Regrettably, because we are living through and experiencing an age where so much is available to us at the press of a button, whilst we are at the receiving end of a constant flow of information suggesting there isn’t much that technology cannot fix, it is very easy to think about happiness and pleasure being all about the moment and the now

Many of us don’t believe there is any downside to what we eat and that the consequences – if any really exist – are something we can deal with whenever and if ever we have to, if and when that day comes. (And let’s face it – few of us see anything ‘bad’ hiding between the adverts, narratives and marketing we constantly receive…)

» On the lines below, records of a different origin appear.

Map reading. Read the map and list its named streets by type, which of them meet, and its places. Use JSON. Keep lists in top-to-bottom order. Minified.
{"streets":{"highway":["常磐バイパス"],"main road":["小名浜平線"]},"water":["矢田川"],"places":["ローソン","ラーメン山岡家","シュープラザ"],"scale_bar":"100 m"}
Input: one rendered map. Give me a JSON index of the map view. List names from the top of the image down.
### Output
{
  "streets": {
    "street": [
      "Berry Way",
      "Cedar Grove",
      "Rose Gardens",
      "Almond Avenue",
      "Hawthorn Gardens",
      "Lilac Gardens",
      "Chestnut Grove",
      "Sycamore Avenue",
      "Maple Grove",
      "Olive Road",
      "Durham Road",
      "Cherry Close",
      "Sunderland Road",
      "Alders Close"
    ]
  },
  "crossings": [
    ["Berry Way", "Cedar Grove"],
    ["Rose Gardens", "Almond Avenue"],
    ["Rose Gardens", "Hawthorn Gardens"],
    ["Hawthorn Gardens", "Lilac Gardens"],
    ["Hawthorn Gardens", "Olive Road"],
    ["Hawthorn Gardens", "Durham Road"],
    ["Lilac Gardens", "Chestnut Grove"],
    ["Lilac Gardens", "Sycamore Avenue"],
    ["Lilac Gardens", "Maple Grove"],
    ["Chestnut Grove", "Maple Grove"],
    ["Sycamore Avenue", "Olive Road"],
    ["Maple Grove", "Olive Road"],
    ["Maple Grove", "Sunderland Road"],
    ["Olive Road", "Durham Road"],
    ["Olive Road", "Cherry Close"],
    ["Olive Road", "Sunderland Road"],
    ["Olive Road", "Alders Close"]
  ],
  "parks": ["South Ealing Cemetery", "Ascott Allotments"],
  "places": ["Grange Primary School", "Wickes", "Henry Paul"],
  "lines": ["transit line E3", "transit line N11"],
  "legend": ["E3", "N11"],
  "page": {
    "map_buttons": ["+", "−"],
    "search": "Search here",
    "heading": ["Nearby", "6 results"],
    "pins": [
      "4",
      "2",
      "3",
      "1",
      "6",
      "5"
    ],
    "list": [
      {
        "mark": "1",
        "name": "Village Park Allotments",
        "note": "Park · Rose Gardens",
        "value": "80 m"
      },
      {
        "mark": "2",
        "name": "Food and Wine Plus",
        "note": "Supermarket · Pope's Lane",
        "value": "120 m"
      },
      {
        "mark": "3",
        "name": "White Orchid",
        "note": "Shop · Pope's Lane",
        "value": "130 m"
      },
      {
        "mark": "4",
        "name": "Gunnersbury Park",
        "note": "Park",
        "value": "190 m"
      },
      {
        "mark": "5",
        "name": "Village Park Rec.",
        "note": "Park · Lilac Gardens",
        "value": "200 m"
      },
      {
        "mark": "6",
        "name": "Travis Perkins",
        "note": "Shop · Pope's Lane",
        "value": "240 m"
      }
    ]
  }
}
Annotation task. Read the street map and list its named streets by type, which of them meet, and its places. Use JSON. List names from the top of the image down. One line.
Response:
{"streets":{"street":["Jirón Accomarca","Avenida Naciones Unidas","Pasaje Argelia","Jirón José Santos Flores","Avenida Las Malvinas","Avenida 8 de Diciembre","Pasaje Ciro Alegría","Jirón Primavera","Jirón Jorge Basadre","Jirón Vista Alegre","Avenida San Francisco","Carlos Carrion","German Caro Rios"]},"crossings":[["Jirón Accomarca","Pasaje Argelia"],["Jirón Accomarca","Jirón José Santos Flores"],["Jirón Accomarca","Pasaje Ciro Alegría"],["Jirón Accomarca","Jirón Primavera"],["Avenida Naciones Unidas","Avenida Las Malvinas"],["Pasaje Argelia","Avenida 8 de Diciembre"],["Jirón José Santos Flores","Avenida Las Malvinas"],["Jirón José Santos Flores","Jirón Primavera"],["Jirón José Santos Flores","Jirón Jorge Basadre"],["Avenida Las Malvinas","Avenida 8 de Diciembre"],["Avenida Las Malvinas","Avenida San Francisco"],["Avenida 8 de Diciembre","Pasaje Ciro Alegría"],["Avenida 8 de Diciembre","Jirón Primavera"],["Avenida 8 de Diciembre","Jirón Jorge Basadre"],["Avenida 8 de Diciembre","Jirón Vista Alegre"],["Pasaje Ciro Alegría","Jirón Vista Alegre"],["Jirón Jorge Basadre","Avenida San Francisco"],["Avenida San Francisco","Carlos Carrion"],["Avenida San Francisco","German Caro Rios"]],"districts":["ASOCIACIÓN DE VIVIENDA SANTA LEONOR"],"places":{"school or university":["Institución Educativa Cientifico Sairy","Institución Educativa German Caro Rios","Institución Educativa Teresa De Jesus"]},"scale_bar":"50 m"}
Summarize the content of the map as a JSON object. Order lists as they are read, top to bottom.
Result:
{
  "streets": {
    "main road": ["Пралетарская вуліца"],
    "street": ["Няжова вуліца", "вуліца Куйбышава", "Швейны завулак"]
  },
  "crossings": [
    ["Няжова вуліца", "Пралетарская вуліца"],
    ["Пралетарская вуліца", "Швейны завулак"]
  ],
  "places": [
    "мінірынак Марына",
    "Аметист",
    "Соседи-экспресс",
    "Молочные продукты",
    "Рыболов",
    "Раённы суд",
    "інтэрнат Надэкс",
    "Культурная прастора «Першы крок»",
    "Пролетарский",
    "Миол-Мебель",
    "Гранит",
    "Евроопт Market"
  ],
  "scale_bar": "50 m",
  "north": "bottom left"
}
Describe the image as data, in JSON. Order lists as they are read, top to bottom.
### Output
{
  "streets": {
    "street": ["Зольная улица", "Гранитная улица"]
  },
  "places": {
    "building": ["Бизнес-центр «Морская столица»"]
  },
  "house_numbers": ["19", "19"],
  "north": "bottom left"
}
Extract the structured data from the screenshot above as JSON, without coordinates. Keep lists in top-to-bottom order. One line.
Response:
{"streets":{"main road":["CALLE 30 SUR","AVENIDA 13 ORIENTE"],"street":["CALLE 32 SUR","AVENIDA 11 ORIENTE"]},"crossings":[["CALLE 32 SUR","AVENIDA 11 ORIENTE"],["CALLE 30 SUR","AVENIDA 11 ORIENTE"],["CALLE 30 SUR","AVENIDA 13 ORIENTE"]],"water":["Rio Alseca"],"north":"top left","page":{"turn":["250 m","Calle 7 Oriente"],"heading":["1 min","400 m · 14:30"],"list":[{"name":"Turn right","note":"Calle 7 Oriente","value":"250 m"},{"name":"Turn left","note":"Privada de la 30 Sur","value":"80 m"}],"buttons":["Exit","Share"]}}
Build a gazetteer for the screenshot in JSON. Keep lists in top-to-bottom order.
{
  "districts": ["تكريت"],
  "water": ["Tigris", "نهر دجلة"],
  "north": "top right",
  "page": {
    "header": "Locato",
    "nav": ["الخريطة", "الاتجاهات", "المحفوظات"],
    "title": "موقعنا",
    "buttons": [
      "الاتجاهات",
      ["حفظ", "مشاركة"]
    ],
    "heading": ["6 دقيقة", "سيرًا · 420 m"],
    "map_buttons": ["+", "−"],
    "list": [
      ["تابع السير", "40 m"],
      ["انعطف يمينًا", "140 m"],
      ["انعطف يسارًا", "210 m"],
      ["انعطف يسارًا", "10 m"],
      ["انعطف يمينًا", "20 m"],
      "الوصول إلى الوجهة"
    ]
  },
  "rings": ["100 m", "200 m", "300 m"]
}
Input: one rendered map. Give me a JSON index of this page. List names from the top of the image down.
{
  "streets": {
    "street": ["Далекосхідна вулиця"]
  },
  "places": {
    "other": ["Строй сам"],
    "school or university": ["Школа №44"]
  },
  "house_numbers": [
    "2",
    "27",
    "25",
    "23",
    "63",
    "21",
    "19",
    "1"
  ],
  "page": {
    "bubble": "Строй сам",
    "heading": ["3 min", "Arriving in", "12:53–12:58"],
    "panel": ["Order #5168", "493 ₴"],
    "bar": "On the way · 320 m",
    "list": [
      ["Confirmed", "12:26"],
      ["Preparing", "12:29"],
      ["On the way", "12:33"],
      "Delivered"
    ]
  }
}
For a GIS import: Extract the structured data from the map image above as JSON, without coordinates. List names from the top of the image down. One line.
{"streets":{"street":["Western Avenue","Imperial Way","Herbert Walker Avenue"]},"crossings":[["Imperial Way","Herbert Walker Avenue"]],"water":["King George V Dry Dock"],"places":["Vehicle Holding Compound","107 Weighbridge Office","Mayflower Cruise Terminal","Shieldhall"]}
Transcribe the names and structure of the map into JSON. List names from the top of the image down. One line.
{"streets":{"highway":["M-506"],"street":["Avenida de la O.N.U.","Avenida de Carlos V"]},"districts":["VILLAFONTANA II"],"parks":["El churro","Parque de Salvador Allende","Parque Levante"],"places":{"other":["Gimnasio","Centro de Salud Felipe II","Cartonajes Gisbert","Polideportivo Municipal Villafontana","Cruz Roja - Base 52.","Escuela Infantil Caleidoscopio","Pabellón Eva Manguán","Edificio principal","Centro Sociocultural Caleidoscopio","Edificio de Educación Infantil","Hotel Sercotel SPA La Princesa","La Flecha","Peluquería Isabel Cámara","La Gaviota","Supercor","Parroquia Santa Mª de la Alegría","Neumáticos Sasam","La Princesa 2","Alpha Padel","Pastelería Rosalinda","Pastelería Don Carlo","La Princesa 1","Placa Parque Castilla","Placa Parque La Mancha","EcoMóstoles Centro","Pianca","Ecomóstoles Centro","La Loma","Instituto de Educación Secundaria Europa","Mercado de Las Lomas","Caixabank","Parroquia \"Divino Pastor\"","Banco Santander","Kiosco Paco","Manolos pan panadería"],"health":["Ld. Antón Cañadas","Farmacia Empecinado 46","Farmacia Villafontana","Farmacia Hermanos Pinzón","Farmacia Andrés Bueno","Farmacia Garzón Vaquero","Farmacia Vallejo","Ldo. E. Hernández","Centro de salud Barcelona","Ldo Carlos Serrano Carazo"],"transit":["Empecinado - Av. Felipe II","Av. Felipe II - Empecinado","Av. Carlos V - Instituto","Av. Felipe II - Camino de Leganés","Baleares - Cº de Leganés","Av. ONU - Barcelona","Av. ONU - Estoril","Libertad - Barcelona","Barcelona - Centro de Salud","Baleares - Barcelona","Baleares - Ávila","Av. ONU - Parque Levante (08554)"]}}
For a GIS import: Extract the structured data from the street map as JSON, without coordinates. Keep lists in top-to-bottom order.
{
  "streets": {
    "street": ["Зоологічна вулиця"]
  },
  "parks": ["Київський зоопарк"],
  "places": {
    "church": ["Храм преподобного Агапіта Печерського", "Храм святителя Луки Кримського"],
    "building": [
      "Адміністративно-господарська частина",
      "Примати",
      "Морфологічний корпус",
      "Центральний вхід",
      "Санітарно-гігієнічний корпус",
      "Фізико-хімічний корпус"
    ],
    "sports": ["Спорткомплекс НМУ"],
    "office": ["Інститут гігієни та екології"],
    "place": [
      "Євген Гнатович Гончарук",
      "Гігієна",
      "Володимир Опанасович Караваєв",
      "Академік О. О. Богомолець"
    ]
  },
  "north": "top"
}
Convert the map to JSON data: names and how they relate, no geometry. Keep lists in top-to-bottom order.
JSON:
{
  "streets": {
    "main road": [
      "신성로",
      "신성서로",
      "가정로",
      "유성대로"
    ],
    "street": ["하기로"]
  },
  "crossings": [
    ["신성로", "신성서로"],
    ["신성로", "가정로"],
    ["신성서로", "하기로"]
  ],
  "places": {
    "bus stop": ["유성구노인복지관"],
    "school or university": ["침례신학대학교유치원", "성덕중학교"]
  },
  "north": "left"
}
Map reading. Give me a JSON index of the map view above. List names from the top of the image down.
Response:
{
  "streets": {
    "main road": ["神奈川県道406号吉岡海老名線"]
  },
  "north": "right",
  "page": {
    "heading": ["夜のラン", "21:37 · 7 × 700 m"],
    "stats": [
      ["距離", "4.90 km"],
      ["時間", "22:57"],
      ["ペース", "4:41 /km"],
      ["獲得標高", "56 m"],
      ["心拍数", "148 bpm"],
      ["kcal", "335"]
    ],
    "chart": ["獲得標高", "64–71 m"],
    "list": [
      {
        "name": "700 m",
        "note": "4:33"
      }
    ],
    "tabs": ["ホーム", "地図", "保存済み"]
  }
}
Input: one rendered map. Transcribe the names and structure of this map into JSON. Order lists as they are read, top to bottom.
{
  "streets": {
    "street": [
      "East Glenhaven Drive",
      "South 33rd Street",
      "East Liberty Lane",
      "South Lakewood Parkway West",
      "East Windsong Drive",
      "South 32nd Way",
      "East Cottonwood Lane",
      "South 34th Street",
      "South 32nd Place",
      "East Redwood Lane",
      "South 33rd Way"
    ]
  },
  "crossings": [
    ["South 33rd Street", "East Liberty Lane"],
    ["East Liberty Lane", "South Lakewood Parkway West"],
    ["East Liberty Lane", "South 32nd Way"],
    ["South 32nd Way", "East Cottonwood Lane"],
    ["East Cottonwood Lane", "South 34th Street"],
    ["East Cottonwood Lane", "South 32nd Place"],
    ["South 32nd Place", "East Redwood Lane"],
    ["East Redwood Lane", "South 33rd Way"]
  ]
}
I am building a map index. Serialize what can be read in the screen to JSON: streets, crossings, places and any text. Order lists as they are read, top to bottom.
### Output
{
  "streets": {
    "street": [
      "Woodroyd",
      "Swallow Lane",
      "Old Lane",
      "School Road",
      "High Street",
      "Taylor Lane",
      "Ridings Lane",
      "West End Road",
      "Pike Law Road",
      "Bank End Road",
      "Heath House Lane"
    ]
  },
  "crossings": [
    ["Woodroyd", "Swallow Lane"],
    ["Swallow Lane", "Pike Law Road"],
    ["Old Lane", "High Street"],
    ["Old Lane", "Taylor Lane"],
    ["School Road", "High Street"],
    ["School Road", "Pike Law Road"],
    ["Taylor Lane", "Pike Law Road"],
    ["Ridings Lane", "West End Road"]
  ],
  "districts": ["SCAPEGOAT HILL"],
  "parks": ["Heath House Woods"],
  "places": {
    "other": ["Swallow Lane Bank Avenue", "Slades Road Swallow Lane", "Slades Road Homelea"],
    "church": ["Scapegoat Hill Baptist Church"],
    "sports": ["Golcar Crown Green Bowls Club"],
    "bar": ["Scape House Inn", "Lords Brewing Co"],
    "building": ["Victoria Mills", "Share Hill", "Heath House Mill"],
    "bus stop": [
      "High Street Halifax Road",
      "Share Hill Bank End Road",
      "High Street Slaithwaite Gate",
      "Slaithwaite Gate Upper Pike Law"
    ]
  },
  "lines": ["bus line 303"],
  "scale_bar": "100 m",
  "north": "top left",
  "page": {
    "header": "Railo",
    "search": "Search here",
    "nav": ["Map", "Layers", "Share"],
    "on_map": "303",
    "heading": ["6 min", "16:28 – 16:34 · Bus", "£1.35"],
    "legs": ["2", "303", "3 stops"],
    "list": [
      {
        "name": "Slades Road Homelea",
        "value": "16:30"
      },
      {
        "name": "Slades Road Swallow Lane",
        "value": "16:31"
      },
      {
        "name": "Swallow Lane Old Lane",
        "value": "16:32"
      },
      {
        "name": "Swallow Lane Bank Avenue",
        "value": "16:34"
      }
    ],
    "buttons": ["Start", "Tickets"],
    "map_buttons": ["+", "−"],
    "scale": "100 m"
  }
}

We also fall into the rather large trap of accepting that anything that comes to us through digital devices, through TV, Radio, adverts, sponsorship, influencers, big brands and public figures of any kind can automatically be trusted – whatever it might be.

The phrase ‘Beware of distant elephants’ is very appropriate when it comes to our relationship with Food and what we actually eat. Because when the problems do arrive – which for many they certainly will, those problems will arrive all at once and we will feel like we are being trampled by an elephant when we do.

The role of opposing beliefs in remembering the shared Importance of Food

Let’s get one controversial bit out of the way in terms of how we think about our ‘bodies’. Because the real distant elephant in the ‘what we are eating room’, is this:

What our bodies are, and what the systems of the Human Body can do, is very much at odds with what most of the Food that is accessible and affordable to everyone today already suggests and would make anyone think.

The Human Body isn’t designed or built to work well using the fuel that the Food Chain typically brings to us.

Modern Food Production processes cannot emulate, replace or meet the completely natural set of nutritional requirements that the Human Body has. No matter how good manufacturing processes and the addition of different artificial ingredients can make unhealthy Food taste.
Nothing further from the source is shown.